◆ **Exercise**
Word for word, reproduce each entry.

◆ **Provided material**
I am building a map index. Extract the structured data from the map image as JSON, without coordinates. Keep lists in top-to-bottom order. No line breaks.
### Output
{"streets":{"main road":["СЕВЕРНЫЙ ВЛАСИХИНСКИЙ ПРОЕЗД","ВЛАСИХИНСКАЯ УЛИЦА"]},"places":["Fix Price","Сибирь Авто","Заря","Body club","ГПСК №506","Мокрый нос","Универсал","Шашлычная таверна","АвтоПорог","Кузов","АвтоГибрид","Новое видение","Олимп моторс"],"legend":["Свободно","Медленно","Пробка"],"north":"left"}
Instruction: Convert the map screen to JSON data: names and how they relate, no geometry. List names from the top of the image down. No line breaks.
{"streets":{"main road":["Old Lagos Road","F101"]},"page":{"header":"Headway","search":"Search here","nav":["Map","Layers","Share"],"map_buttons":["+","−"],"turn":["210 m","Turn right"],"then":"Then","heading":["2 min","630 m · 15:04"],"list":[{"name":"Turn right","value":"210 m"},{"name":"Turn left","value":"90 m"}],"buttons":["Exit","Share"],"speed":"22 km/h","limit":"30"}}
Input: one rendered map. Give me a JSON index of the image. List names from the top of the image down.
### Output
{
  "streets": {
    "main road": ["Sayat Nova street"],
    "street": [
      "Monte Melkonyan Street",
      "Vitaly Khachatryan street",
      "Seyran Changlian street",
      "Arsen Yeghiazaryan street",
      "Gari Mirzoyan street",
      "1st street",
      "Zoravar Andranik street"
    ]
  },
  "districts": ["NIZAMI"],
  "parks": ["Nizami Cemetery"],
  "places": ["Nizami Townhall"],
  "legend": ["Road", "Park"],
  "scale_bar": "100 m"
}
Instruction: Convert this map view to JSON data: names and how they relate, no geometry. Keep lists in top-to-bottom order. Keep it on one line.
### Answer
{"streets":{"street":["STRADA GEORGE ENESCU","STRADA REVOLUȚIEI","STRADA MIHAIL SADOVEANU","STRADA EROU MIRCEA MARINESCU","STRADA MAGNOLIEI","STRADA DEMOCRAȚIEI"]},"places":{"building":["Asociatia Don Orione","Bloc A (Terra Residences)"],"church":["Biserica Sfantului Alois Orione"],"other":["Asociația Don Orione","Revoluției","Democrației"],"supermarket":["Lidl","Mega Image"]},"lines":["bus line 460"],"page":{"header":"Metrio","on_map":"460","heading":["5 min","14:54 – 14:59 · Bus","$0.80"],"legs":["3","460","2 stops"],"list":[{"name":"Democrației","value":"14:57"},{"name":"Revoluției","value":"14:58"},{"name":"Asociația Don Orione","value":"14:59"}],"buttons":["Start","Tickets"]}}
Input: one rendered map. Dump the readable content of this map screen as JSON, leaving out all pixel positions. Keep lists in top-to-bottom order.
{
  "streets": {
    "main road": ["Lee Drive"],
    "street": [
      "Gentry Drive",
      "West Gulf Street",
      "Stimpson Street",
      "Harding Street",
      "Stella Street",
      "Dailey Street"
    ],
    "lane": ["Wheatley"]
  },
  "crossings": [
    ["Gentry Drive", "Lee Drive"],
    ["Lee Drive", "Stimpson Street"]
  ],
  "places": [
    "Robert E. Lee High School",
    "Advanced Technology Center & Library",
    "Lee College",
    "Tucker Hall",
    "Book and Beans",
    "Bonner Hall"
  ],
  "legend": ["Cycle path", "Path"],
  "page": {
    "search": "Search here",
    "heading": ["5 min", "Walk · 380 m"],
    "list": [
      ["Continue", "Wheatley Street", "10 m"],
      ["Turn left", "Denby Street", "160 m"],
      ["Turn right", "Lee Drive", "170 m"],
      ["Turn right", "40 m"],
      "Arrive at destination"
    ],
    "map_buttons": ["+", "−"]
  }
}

◆ **Result for this task**
I am building a map index. Extract the structured data from the map image as JSON, without coordinates. Keep lists in top-to-bottom order. No line breaks.
### Output
{"streets":{"main road":["СЕВЕРНЫЙ ВЛАСИХИНСКИЙ ПРОЕЗД","ВЛАСИХИНСКАЯ УЛИЦА"]},"places":["Fix Price","Сибирь Авто","Заря","Body club","ГПСК №506","Мокрый нос","Универсал","Шашлычная таверна","АвтоПорог","Кузов","АвтоГибрид","Новое видение","Олимп моторс"],"legend":["Свободно","Медленно","Пробка"],"north":"left"}
Instruction: Convert the map screen to JSON data: names and how they relate, no geometry. List names from the top of the image down. No line breaks.
{"streets":{"main road":["Old Lagos Road","F101"]},"page":{"header":"Headway","search":"Search here","nav":["Map","Layers","Share"],"map_buttons":["+","−"],"turn":["210 m","Turn right"],"then":"Then","heading":["2 min","630 m · 15:04"],"list":[{"name":"Turn right","value":"210 m"},{"name":"Turn left","value":"90 m"}],"buttons":["Exit","Share"],"speed":"22 km/h","limit":"30"}}
Input: one rendered map. Give me a JSON index of the image. List names from the top of the image down.
### Output
{
  "streets": {
    "main road": ["Sayat Nova street"],
    "street": [
      "Monte Melkonyan Street",
      "Vitaly Khachatryan street",
      "Seyran Changlian street",
      "Arsen Yeghiazaryan street",
      "Gari Mirzoyan street",
      "1st street",
      "Zoravar Andranik street"
    ]
  },
  "districts": ["NIZAMI"],
  "parks": ["Nizami Cemetery"],
  "places": ["Nizami Townhall"],
  "legend": ["Road", "Park"],
  "scale_bar": "100 m"
}
Instruction: Convert this map view to JSON data: names and how they relate, no geometry. Keep lists in top-to-bottom order. Keep it on one line.
### Answer
{"streets":{"street":["STRADA GEORGE ENESCU","STRADA REVOLUȚIEI","STRADA MIHAIL SADOVEANU","STRADA EROU MIRCEA MARINESCU","STRADA MAGNOLIEI","STRADA DEMOCRAȚIEI"]},"places":{"building":["Asociatia Don Orione","Bloc A (Terra Residences)"],"church":["Biserica Sfantului Alois Orione"],"other":["Asociația Don Orione","Revoluției","Democrației"],"supermarket":["Lidl","Mega Image"]},"lines":["bus line 460"],"page":{"header":"Metrio","on_map":"460","heading":["5 min","14:54 – 14:59 · Bus","$0.80"],"legs":["3","460","2 stops"],"list":[{"name":"Democrației","value":"14:57"},{"name":"Revoluției","value":"14:58"},{"name":"Asociația Don Orione","value":"14:59"}],"buttons":["Start","Tickets"]}}
Input: one rendered map. Dump the readable content of this map screen as JSON, leaving out all pixel positions. Keep lists in top-to-bottom order.
{
  "streets": {
    "main road": ["Lee Drive"],
    "street": [
      "Gentry Drive",
      "West Gulf Street",
      "Stimpson Street",
      "Harding Street",
      "Stella Street",
      "Dailey Street"
    ],
    "lane": ["Wheatley"]
  },
  "crossings": [
    ["Gentry Drive", "Lee Drive"],
    ["Lee Drive", "Stimpson Street"]
  ],
  "places": [
    "Robert E. Lee High School",
    "Advanced Technology Center & Library",
    "Lee College",
    "Tucker Hall",
    "Book and Beans",
    "Bonner Hall"
  ],
  "legend": ["Cycle path", "Path"],
  "page": {
    "search": "Search here",
    "heading": ["5 min", "Walk · 380 m"],
    "list": [
      ["Continue", "Wheatley Street", "10 m"],
      ["Turn left", "Denby Street", "160 m"],
      ["Turn right", "Lee Drive", "170 m"],
      ["Turn right", "40 m"],
      "Arrive at destination"
    ],
    "map_buttons": ["+", "−"]
  }
}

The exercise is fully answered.